Design PUBG

Design a multiplayer battle royale system where 100 players drop onto a large map, scavenge for equipment, and fight until one player or squad survives — all synchronized in real-time over unreliable networks.

Real-Time NetworkingUDP ProtocolEphemeral ServersLag CompensationSpatial Partitioning
01

Problem Statement

Design the backend infrastructure for a battle royale game at PUBG scale. 100 players connect to a single game server, drop onto an 8km × 8km map, collect weapons and equipment, and fight in real-time combat while a shrinking zone forces encounters. The last player or squad standing wins.

Unlike traditional web systems, this is a real-time simulation problem. The server must process inputs, simulate physics, detect hits, and broadcast state to all players every 50 milliseconds (at 20 Hz tick rate). Latency is measured in frames, not seconds.

Core question: How do you synchronize the real-time state of 100 players, thousands of items, projectiles, and a shrinking zone across unreliable networks with sub-100ms perceived latency?

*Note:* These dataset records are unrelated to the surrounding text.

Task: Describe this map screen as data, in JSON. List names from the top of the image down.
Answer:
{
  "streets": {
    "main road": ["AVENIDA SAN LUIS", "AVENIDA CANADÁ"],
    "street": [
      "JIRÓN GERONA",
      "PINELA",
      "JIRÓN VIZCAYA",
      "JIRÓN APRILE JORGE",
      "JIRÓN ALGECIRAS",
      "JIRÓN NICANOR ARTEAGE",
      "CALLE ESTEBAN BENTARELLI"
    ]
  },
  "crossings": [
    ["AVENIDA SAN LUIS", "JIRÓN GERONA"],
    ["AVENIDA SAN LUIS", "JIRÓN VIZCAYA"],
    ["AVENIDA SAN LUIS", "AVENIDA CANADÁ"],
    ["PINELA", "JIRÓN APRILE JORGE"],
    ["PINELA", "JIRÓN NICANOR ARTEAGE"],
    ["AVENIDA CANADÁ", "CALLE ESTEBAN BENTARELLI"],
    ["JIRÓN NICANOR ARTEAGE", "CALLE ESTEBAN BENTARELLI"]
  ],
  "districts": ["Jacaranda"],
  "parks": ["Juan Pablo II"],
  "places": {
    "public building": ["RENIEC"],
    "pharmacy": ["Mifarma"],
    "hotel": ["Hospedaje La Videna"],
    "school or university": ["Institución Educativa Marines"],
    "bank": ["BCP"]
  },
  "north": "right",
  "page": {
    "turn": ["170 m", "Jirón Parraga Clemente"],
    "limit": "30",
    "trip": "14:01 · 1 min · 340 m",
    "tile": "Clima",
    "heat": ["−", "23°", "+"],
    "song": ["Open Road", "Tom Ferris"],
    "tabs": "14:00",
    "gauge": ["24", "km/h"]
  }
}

The system has two distinct halves: a platform layer (matchmaking, profiles, inventory — standard microservices) and a game server layer (real-time simulation — ephemeral, stateful, latency-critical). The architecture challenge is the bridge between them.

02

Requirements

Functional Requirements

  • Matchmaking — Group ~100 players of similar skill and region into a lobby, start when full
  • Game world — Large map with loot spawns, vehicles, destructible objects
  • Real-time combat — Player positions, shooting, hit detection, health at 20–60 Hz
  • Shrinking zone — Timed circle that damages players outside it, forcing encounters
  • Inventory system — Pick up, drop, equip weapons, attachments, and consumables
  • Squad support — Solo, duo, and squad (4-player) modes with voice chat
  • Match results — Kill feed, final standings, persistent stats (K/D, wins, rank)
  • Spectating — Watch after death, anti-cheat replay data collection

Non-Functional Requirements

  • Low latency — Server tick rate of 20–60 Hz, perceived client latency < 100ms
  • ConsistencyAuthoritative server for all critical game actions; no desync on hit registration
  • Scalability — Support millions of concurrent players across thousands of simultaneous matches
  • Availability — Matchmaking and platform services highly available; individual match servers are ephemeral
  • Anti-cheat — Server-side validation of all game actions, client-side kernel driver, post-match ML analysis
03

Scale Estimation

All numbers derived from assumptions, not pulled from thin air. Starting from 50M MAU (PUBG's peak scale).

1.5M
Peak CCU
12,000
Concurrent Matches
750K
Matches / Day
~115 Gbps
Aggregate Bandwidth
~3,000
Game Servers at Peak
~10 Mbps
Bandwidth per Match
~4K/s
Matchmaking Req (Peak)
~100 GB
Player Profile Storage

Derivation

50M MAU → 15M DAU (30% daily active) → 1.5M CCU (10% concurrent at peak). 80% in-match = 1.2M players in matches. At 100 per match = 12,000 concurrent matches. Each player plays ~5 matches/day × 15M ÷ 100 = 750K matches/day.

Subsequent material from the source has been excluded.